Input data.

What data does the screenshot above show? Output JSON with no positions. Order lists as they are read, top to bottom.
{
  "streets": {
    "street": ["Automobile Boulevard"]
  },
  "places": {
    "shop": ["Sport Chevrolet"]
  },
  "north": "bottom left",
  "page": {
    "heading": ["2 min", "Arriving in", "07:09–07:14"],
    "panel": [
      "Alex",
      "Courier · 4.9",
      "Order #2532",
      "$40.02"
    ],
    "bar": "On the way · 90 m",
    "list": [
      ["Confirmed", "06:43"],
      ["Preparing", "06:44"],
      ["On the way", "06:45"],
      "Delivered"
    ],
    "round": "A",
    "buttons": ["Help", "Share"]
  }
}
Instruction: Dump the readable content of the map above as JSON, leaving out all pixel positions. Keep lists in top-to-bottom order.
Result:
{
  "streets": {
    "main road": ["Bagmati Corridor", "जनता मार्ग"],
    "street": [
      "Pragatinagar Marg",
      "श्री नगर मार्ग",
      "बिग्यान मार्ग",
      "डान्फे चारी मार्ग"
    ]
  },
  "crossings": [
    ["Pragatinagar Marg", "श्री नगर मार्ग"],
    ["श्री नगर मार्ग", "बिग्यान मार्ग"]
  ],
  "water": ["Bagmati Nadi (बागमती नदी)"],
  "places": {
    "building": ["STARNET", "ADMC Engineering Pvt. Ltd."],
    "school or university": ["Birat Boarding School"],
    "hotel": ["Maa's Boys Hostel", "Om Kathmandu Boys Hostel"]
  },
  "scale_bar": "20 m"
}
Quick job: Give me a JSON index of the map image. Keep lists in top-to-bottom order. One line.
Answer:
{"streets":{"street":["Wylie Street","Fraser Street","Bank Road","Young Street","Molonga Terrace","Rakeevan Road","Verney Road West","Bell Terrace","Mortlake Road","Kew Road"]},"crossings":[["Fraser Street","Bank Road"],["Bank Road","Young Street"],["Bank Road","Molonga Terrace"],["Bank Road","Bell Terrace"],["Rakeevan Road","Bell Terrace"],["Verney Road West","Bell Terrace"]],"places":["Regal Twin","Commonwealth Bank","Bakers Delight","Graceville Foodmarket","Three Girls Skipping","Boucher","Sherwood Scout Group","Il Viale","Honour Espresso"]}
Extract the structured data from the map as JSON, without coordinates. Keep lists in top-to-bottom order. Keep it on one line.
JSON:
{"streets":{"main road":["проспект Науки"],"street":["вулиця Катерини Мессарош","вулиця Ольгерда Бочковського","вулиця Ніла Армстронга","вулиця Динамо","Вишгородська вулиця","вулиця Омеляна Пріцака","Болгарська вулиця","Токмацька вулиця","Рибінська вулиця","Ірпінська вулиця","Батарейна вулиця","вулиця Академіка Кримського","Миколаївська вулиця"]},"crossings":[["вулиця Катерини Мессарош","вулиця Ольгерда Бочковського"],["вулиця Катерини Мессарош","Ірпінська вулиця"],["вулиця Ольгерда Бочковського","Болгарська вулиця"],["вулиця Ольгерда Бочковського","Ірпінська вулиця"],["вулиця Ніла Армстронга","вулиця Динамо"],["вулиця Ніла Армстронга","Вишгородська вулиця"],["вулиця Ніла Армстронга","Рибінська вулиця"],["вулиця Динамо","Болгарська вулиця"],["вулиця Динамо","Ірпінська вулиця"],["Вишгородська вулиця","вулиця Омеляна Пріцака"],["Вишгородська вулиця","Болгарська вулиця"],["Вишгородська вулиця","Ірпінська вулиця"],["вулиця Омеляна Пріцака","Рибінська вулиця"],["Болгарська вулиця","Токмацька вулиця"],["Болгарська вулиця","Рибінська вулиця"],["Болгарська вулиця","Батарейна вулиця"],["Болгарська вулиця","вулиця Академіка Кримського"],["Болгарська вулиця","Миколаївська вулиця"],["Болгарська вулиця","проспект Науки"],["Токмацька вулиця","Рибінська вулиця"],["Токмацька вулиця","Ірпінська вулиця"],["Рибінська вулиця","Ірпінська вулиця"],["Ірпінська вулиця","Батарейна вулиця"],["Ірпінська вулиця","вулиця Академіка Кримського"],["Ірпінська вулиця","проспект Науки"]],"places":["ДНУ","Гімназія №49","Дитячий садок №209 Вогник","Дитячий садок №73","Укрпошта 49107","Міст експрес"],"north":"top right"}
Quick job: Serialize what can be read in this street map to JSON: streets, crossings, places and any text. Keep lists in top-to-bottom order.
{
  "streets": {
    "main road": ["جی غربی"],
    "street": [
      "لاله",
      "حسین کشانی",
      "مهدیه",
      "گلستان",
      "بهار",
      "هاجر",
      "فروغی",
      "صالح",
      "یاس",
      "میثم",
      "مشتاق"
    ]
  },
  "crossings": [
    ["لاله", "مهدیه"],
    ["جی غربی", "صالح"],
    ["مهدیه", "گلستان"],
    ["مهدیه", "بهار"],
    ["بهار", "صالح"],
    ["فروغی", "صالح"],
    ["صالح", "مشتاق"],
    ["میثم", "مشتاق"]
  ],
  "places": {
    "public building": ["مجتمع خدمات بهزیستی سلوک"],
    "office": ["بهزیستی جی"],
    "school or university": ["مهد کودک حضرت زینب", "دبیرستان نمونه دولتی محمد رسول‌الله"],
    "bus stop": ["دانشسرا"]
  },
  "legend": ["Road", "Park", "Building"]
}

What to work on. Select the lines in this material that hold the word "Keep", leaving none out.

Output.
Instruction: Dump the readable content of the map above as JSON, leaving out all pixel positions. Keep lists in top-to-bottom order.
Quick job: Give me a JSON index of the map image. Keep lists in top-to-bottom order. One line.
Extract the structured data from the map as JSON, without coordinates. Keep lists in top-to-bottom order. Keep it on one line.
Quick job: Serialize what can be read in this street map to JSON: streets, crossings, places and any text. Keep lists in top-to-bottom order.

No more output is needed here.